Stored data
++++++++

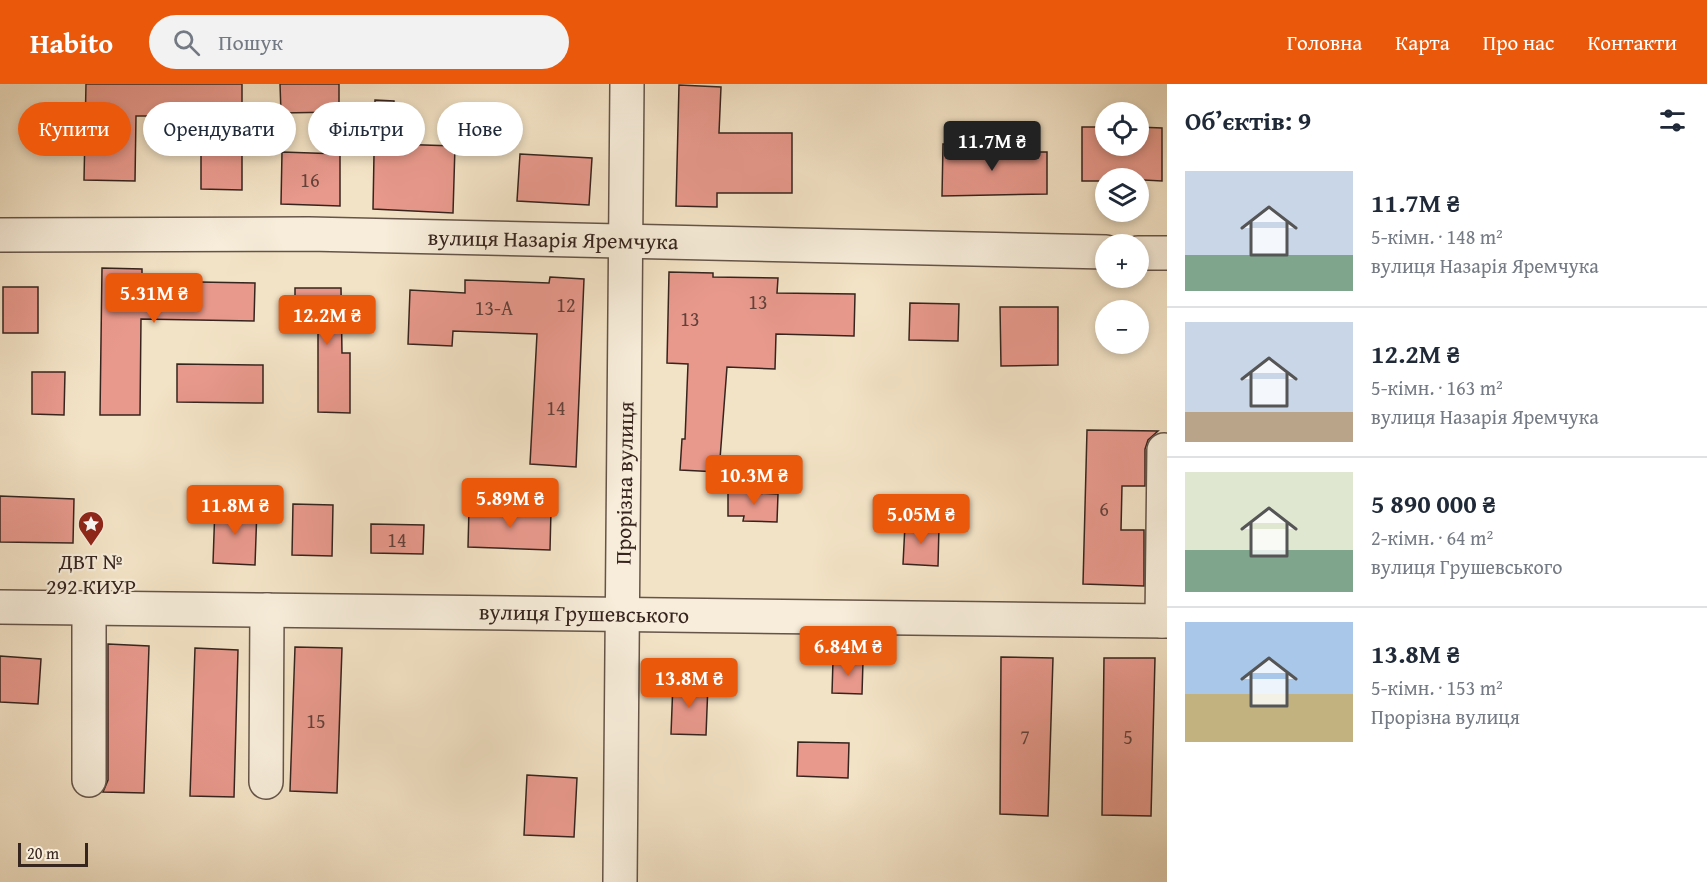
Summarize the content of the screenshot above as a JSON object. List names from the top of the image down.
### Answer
{
  "streets": {
    "street": ["вулиця Назарія Яремчука", "Прорізна вулиця", "вулиця Грушевського"]
  },
  "crossings": [
    ["вулиця Назарія Яремчука", "Прорізна вулиця"],
    ["Прорізна вулиця", "вулиця Грушевського"]
  ],
  "places": {
    "place": ["ДВТ № 292 КИУР"]
  },
  "house_numbers": [
    "16",
    "13",
    "12",
    "13-А",
    "13",
    "14",
    "6",
    "14",
    "15",
    "7",
    "5"
  ],
  "scale_bar": "20 m",
  "page": {
    "header": "Habito",
    "search": "Пошук",
    "nav": [
      "Головна",
      "Карта",
      "Про нас",
      "Контакти"
    ],
    "heading": "Об’єктів: 9",
    "map_buttons": ["+", "−"],
    "chip": [
      "Купити",
      "Орендувати",
      "Фільтри",
      "Нове"
    ],
    "price": [
      "11.7M ₴",
      "5.31M ₴",
      "12.2M ₴",
      "10.3M ₴",
      "5.89M ₴",
      "11.8M ₴",
      "5.05M ₴",
      "6.84M ₴",
      "13.8M ₴"
    ],
    "list": [
      {
        "name": "11.7M ₴",
        "note": "5-кімн. · 148 m² · вулиця Назарія Яремчука"
      },
      {
        "name": "12.2M ₴",
        "note": "5-кімн. · 163 m² · вулиця Назарія Яремчука"
      },
      {
        "name": "5 890 000 ₴",
        "note": "2-кімн. · 64 m² · вулиця Грушевського"
      },
      {
        "name": "13.8M ₴",
        "note": "5-кімн. · 153 m² · Прорізна вулиця"
      }
    ],
    "scale": "20 m"
  }
}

++++++++

> **AIM OF THE EXERCISE**
What lines of the data contain the string "note"? List them.

> **ANSWER FOR THIS EXERCISE**
        "note": "5-кімн. · 148 m² · вулиця Назарія Яремчука"
        "note": "5-кімн. · 163 m² · вулиця Назарія Яремчука"
        "note": "2-кімн. · 64 m² · вулиця Грушевського"
        "note": "5-кімн. · 153 m² · Прорізна вулиця"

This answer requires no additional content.